In the industrial context, the consequences of such errors are amplified. A misstep in a question-answering benchmark is an academic curiosity but a misstep in a factory can be dangerous, even catastrophic.
This is why Oltramari insists on neurosymbolic approaches, which are systems where symbolic verifiers or rule-based reasoners can clean up the contradictions that large models produce. He points to examples like DeepMind’s AlphaGeometry, where symbolic solvers vet the candidate solutions generated by a model, as the kind of hybrid thinking necessary for AI in the real world. “I think this is a very valuable approach and a very promising combination of symbolic reasoning and machine learning at scale,” he says.

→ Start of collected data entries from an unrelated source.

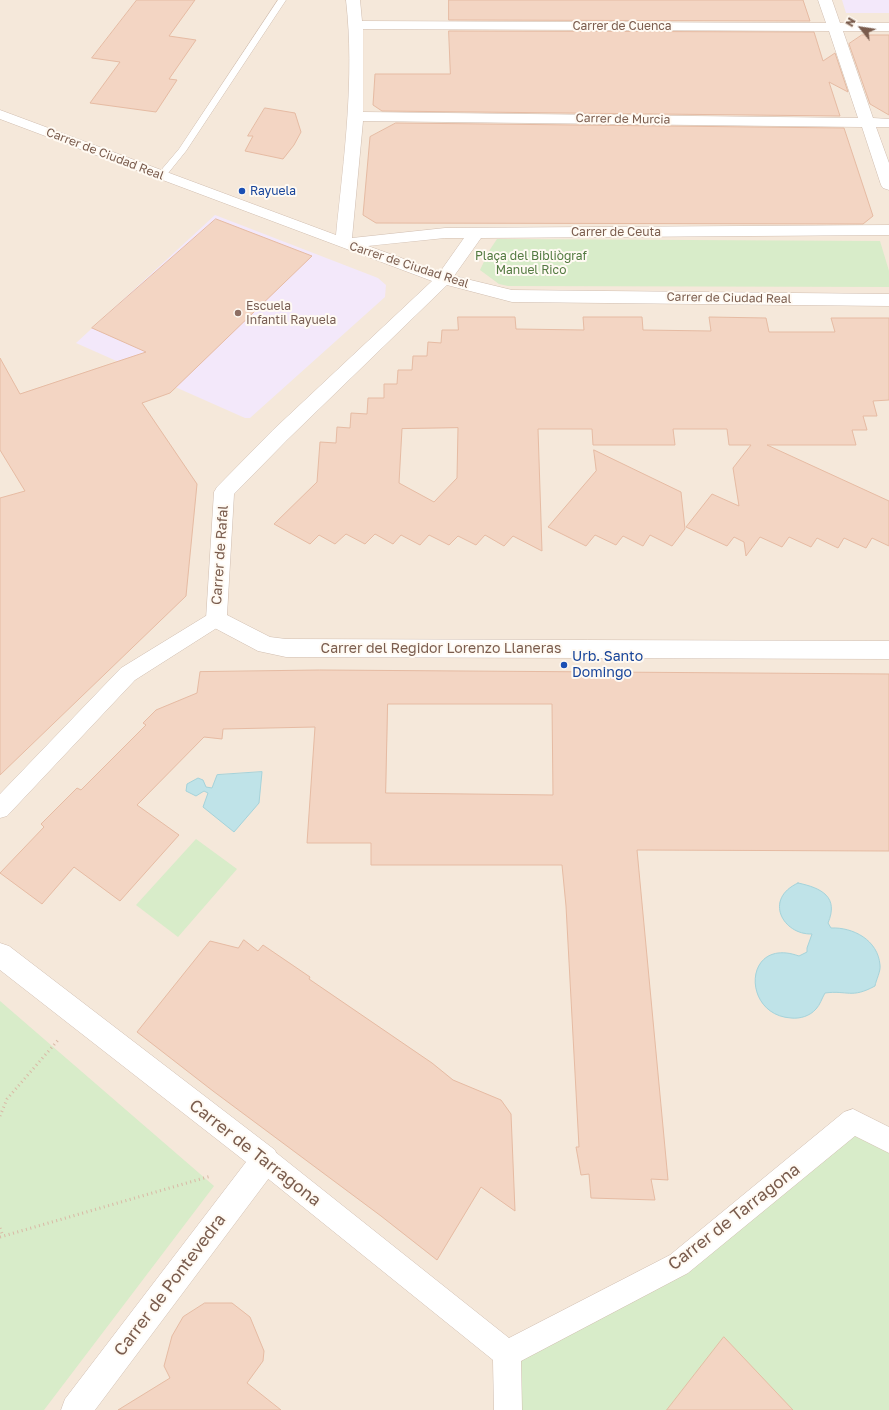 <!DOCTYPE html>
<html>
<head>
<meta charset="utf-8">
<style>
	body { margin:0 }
	#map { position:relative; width:889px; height:1410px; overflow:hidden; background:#fdf6ec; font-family:"Golos Text",sans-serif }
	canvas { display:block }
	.north { position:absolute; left:841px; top:8px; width:40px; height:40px; -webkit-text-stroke:3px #fffaf3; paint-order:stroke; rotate:300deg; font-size:11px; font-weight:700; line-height:16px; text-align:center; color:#7a5c4d }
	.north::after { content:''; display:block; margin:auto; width:14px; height:18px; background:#7a5c4d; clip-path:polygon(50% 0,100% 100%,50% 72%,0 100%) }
</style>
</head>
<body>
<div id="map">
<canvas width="889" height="1410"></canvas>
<div class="north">N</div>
</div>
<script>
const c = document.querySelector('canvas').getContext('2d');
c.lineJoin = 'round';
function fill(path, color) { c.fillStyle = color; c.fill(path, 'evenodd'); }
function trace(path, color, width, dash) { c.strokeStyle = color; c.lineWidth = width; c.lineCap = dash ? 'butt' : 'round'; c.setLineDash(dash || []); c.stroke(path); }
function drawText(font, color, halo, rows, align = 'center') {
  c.font = font + ' "Golos Text",sans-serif'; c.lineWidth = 4; c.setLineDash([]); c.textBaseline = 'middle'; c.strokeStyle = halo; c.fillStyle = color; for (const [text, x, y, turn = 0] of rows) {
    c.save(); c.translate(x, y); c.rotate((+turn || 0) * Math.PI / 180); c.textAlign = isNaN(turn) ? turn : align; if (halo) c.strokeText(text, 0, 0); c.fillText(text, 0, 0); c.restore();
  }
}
fill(new Path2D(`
	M 0,0 L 889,0 L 889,1410 L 0,1410 Z`), '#f5e8da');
fill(new Path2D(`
	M 842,0 L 889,0 L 889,13 L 846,13 Z
	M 215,215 L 378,278 L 386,285 L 385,297 L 250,418 L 245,418 L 76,343 Z`), '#f3e8fa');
fill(new Path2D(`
	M 497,239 L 880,241 L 889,271 L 889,287 L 508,286 L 499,284 L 480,270 L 489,251 Z
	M 196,839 L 237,869 L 178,937 L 136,905 Z
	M 0,1001 L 214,1186 L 44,1410 L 0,1410 Z
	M 853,1121 L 889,1141 L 889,1410 L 511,1410 L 507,1354 L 679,1264 Z`), '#d8ecc9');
const water = new Path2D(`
	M 262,772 L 259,803 L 234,832 L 203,807 L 208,793 L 204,791 L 196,796 L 186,791 L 187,784 L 198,778 L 203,780 L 206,787 L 212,788 L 217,775 Z
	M 798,883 C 822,888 839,897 828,923 L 831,928 C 853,927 878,940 880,965 C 881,971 876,980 875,986 C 851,999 848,990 825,993 C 822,998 820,1005 816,1009 C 810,1016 800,1019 791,1018 C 741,1015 743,936 799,956 L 807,952 L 807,948 L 812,934 C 783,935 763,899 798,883 Z`);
fill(water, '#bfe3e8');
trace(water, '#a5d3da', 1);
const building = new Path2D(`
	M 137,0 L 195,0 L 169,36 L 196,40 L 169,79 L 177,80 L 156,112 L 90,103 L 120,62 L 92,58 Z
	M 449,0 L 803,0 L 810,21 L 449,20 Z
	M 449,31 L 814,32 L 823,61 L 835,53 L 848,92 L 829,82 L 840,116 L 382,111 L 373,105 L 375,74 L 450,74 Z
	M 862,35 L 889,35 L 889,115 L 870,104 L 849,44 Z
	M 265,108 L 295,113 L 301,132 L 294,145 L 283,159 L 245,151 L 253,136 L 248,136 Z
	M 396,123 L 844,128 L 873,216 L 863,224 L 376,223 L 363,215 L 370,137 Z
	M 216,219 L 312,256 L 170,393 L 142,403 L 197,484 L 186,596 L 0,775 L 0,498 L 25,491 L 0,450 L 0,358 L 20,394 L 146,352 L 92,328 Z
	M 458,317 L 515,317 L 516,329 L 584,330 L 583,317 L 642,317 L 643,330 L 711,331 L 709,317 L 766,318 L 769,332 L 835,332 L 831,318 L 889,318 L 889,400 L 873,401 L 877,416 L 863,416 L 867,430 L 852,430 L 856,445 L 767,445 L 889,501 L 889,546 L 872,538 L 866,548 L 844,538 L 838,548 L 817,538 L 811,547 L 789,537 L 782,547 L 760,537 L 746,556 L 744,542 L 734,537 L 727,546 L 686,527 L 712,494 L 739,506 L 733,468 L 751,445 L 729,445 L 727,429 L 673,429 L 675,445 L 593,445 L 592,429 L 538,429 L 542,551 L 513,536 L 504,546 L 485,535 L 476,545 L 458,536 L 449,545 L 429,535 L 420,545 L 401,535 L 393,544 L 375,534 L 365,544 L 346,534 L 335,544 L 319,535 L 310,544 L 274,524 L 317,482 L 320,442 L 336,443 L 337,427 L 350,428 L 351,413 L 367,414 L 368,398 L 384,398 L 384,384 L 397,384 L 398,370 L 412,370 L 413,356 L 427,356 L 428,342 L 441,343 L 442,330 L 458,330 ZM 458,428 L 457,478 L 434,502 L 399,483 L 402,429 Z
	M 594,450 L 681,492 L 685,529 L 672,546 L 650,535 L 643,546 L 623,536 L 616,545 L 595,535 L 586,546 L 548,527 L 596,471 Z
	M 320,670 L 889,674 L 889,851 L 637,850 L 668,1180 L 651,1179 L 655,1200 L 591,1198 L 589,1174 L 581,1175 L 576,1147 L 579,1147 L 566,906 L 562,865 L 371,865 L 371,843 L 307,843 L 315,727 L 223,729 L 222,739 L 204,737 L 137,805 L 179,835 L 120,901 L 74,867 L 42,904 L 0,873 L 44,827 L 41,824 L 77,788 L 81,790 L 146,725 L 143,723 L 156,710 L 197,693 L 200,672 ZM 388,704 L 552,704 L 553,795 L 386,793 Z
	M 244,940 L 258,951 L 263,945 L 310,977 L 309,979 L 432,1063 L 453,1080 L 501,1100 L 511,1114 L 515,1211 L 481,1187 L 437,1260 L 381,1216 L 213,1091 L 137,1032 L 210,941 L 238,948 Z
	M 205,1303 L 232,1303 L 250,1317 L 264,1351 L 263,1361 L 247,1383 L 281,1410 L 118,1410 L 170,1378 L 164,1366 L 172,1336 L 183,1317 Z
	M 724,1337 L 793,1410 L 667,1410 Z`);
fill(building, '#f3d5c3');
trace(building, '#e6bba3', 1);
const service = new Path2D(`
	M 278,0 L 286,0 L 186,151 L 165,177 L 159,177 L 157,175 L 179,149 Z`);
const pedestrian = new Path2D(`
	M 216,611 L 223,614 L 226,619 L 223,624 L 135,680 L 7,816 L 0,818 L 0,794 L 121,668 L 209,614 Z
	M 853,1109 L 889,1127 L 889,1153 L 855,1136 L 688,1273 L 521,1361 L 522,1410 L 494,1410 L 493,1360 L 256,1169 L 252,1160 L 256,1151 L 265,1147 L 274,1151 L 509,1338 L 670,1255 L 844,1112 Z`);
const minor = new Path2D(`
	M 346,0 L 360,0 L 362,21 L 826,23 L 818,0 L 832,0 L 840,23 L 889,23 L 889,31 L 843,31 L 873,118 L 889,119 L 889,127 L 876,127 L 889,163 L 889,190 L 883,188 L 881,185 L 862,127 L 363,121 L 352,238 L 445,228 L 889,225 L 889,235 L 481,238 L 454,276 L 512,290 L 889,294 L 889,306 L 512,302 L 447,285 L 287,440 L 234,494 L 227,615 L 270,637 L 286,639 L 889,641 L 889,659 L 286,657 L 258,651 L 209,625 L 206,619 L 214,492 L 217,487 L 273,430 L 432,281 L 0,119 L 0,110 L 336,235 C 344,157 355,78 346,0 ZM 363,29 L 829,31 L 858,118 L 363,112 ZM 445,238 L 464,238 L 440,272 L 368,246 Z
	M 0,943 L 9,946 L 275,1150 L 279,1160 L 275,1170 L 95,1410 L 61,1410 L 65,1399 L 246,1162 L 0,970 Z`);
trace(service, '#d1beb0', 1);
trace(pedestrian, '#d1beb0', 1);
trace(minor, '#d1beb0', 1);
trace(new Path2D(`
	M 0,1116 L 7,1099 L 59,1039
	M 0,1228 L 3,1236
	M 0,1237 L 211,1176`), '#d9b8a5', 3, [1, 3.5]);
fill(service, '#fff');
fill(pedestrian, '#fff');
fill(minor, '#fff');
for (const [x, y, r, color] of [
	[242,191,4,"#1a4fb4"],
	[238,313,4,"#8d6e63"],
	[564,665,4,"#1a4fb4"]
]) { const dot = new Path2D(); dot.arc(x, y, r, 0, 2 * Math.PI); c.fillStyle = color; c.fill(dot); trace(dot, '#fffaf3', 1.5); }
drawText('12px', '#7a5c4d', '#fffaf3', [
	["Carrer de Cuenca",622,26],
	["Carrer de Murcia",623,119,1],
	["Carrer de Ciudad Real",105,154,21],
	["Carrer de Ceuta",616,232],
	["Carrer de Ciudad Real",409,265,18],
	["Carrer de Ciudad Real",729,298,1]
]);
drawText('12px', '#164399', '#fffaf3', [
	["Rayuela",250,191]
], 'left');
drawText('12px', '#537a41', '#fffaf3', [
	["Plaça del Bibliògraf",531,256],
	["Manuel Rico",531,270]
]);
drawText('12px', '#785e54', '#fffaf3', [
	["Escuela",246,306],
	["Infantil Rayuela",246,320]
], 'left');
drawText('14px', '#7a5c4d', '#fffaf3', [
	["Carrer de Rafal",220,555,-86],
	["Carrer del Regidor Lorenzo Llaneras",441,649]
]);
drawText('14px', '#164399', '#fffaf3', [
	["Urb. Santo",572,657],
	["Domingo",572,673]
], 'left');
drawText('17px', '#7a5c4d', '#fffaf3', [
	["Carrer de Tarragona",255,1153,38],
	["Carrer de Tarragona",734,1217,-38],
	["Carrer de Pontevedra",170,1285,-53]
]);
</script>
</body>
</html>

Even beyond decision traces, the industrial world is full of knowledge, but not the kind that easily fits into a language model.
Bosch, like every large manufacturer, has decades of schematics, spreadsheets, diagrams, knowledge graphs, and operator heuristics spread across formats and systems. There are made of parts, databases of tolerances, annotated circuit diagrams, and know-how passed from one worker to another.
There is a lot of domain knowledge that has been collected and piled up over the years in different formats—from spreadsheets, databases, knowledge graphs, ontologies, circuit diagrams, to tacit knowledge of the human operators. All this knowledge is there and is very useful to bootstrap some of these technologies based on AI that we are developing.
The challenge is that none of this is homogeneous, and none of it scales neatly into a single training set.
LLMs can be pointed at multimodal inputs to summarize or translate, but if they make errors in consolidation, those errors propagate downstream, poisoning the decision pipeline.
For Oltramari, this is where symbolic and semantic methods remain indispensable. Structured knowledge, grounded in ontologies, provides the scaffolding for AI to reason reliably in industrial settings.
And it’s also why programs like the NSF’s Open Knowledge Network matter: they aim to federate disparate knowledge resources, turning fractured data into usable substrates. Without that foundation, fine-tuned LLMs risk becoming very confident systems built on very brittle ground.
But he irony is that the more automation creeps into factories, the more valuable the human operator becomes.
Oltramari says Bosch is not trying to replace humans in decision loops.
In general, and this is not just Bosch, this is any company that focuses on hardware and mechanical engineering, there are a lot of tasks that we do that can be augmented by AI but in a framework where humans are still the ones that make decisions. It’s important to focus on human–machine collaboration rather than delegating completely.
AI can support operators by surfacing context, simulating decision outcomes, or catching contradictions. But in sensitive environments where physical consequences are immediate and irreversible, the human remains in control.
This is why cognitive modeling resonates so deeply in manufacturing. It reflects not just the decisions humans make, but the bounded rationality under which they operate. Large models built on statistical prediction cannot replicate this dynamic but cognitive models can approximate it.
And when combined, the two approaches can yield systems that are more aligned with the actual rhythms of industrial life.